This synergy between data mining and process mining holds immense promise for advancing
the state-of-the-art in event data analysis.
   FEEED’s key innovation lies in its compilation of features gathered from the literature. While
state-of-the-art feature extraction is performed singularly before a specific task, our library
centralizes feature extraction. Thus, data scientists can develop, compare and assess process
and data mining pipelines on event data using a common feature set. FEEED offers a set of
features encapsulating various aspects of event data behaviors, from straight-forward, as e.g.
number of events, to complex, as e.g. entropies, for activity, trace and event-log levels. This
rich, comprehensible feature set enhances the depth and breadth of insights derived from the
data, making FEEED a valuable asset in data-driven decision-making processes.

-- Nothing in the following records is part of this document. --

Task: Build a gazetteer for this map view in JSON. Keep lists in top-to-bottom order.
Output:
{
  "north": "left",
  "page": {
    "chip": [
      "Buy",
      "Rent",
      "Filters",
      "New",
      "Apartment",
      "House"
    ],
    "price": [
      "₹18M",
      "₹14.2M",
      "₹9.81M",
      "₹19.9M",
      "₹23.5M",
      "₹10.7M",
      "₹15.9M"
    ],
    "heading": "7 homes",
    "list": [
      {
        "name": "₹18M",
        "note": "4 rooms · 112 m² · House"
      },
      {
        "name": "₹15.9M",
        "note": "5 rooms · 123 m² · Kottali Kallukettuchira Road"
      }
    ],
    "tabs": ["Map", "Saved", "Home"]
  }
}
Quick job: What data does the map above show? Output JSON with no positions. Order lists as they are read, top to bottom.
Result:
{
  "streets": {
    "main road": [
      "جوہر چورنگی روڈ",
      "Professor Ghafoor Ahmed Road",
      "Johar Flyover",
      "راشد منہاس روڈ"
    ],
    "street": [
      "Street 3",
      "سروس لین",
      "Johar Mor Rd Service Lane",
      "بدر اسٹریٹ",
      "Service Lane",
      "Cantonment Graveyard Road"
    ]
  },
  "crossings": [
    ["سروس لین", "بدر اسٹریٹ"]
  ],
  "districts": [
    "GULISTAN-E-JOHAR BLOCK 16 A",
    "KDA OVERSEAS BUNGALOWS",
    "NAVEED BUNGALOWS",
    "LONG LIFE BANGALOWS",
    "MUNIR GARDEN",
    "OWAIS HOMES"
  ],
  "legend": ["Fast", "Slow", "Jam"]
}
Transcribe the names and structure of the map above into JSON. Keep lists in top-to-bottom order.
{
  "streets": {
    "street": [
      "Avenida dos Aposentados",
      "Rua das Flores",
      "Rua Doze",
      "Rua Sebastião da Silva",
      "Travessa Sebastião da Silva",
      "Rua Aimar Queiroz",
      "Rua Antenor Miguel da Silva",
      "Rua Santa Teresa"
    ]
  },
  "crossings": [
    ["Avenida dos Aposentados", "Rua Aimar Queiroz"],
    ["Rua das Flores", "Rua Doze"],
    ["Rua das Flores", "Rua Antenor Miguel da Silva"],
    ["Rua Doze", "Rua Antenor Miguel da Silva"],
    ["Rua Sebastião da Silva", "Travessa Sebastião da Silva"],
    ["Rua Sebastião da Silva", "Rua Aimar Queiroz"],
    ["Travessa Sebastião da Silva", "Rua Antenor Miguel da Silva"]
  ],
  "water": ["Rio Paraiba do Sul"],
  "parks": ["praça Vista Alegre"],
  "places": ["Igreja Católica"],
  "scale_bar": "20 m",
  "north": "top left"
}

   To correctly capture data behavior, we rely on a set of features proposed in the literature
covering different aspects of event data [4, 5, 6] and considering different granularity levels
(activity, trace, and log). The significance of the chosen features for FEEED was extensively
demonstrated by analyzing the correlation between them and algorithm performance for
multiple process mining tasks: E.g. Trace Clustering [4], Process Discovery [6, 3]. For trace-level
descriptors, trace lengths and variants are used as the basis for statistical-based metrics. For
trace lengths, we compute data distribution with profiles including kurtosis and skewness
coefficients, mean, standard deviation, the 25th and 75th percentile of data, interquartile range,
and geometric and harmonic mean. Trace variants analysis can enlighten the process flow
behavior by extending statistical features to ratios, such as the ratio of the most common variant
compared to all variants. The activity-based features are subdivided into three groups: activities,
start activities, and end activities. We extract 12 statistical-based features for each group, similar
to those used for trace profiling. On the log level, we extract four features: The number of
events, traces, unique traces, and their ratio. We enhance statistical descriptors by adding
complexity-based metrics, i.e., entropies [5]. The entropy measures are further divided into
four groups: in-trace frequency, language-inspired, dynamic systems, and molecular structural
analysis. These metrics capture log structure and variability across activity, trace, and event-log
regardless of the logs complexity. Lastly, process complexity metrics[6] are based on graph
entropy and capture complexity in multiple perspectives. The authors demonstrate how such
measures successfully depict complexity correlated to a task, in this case, process discovery.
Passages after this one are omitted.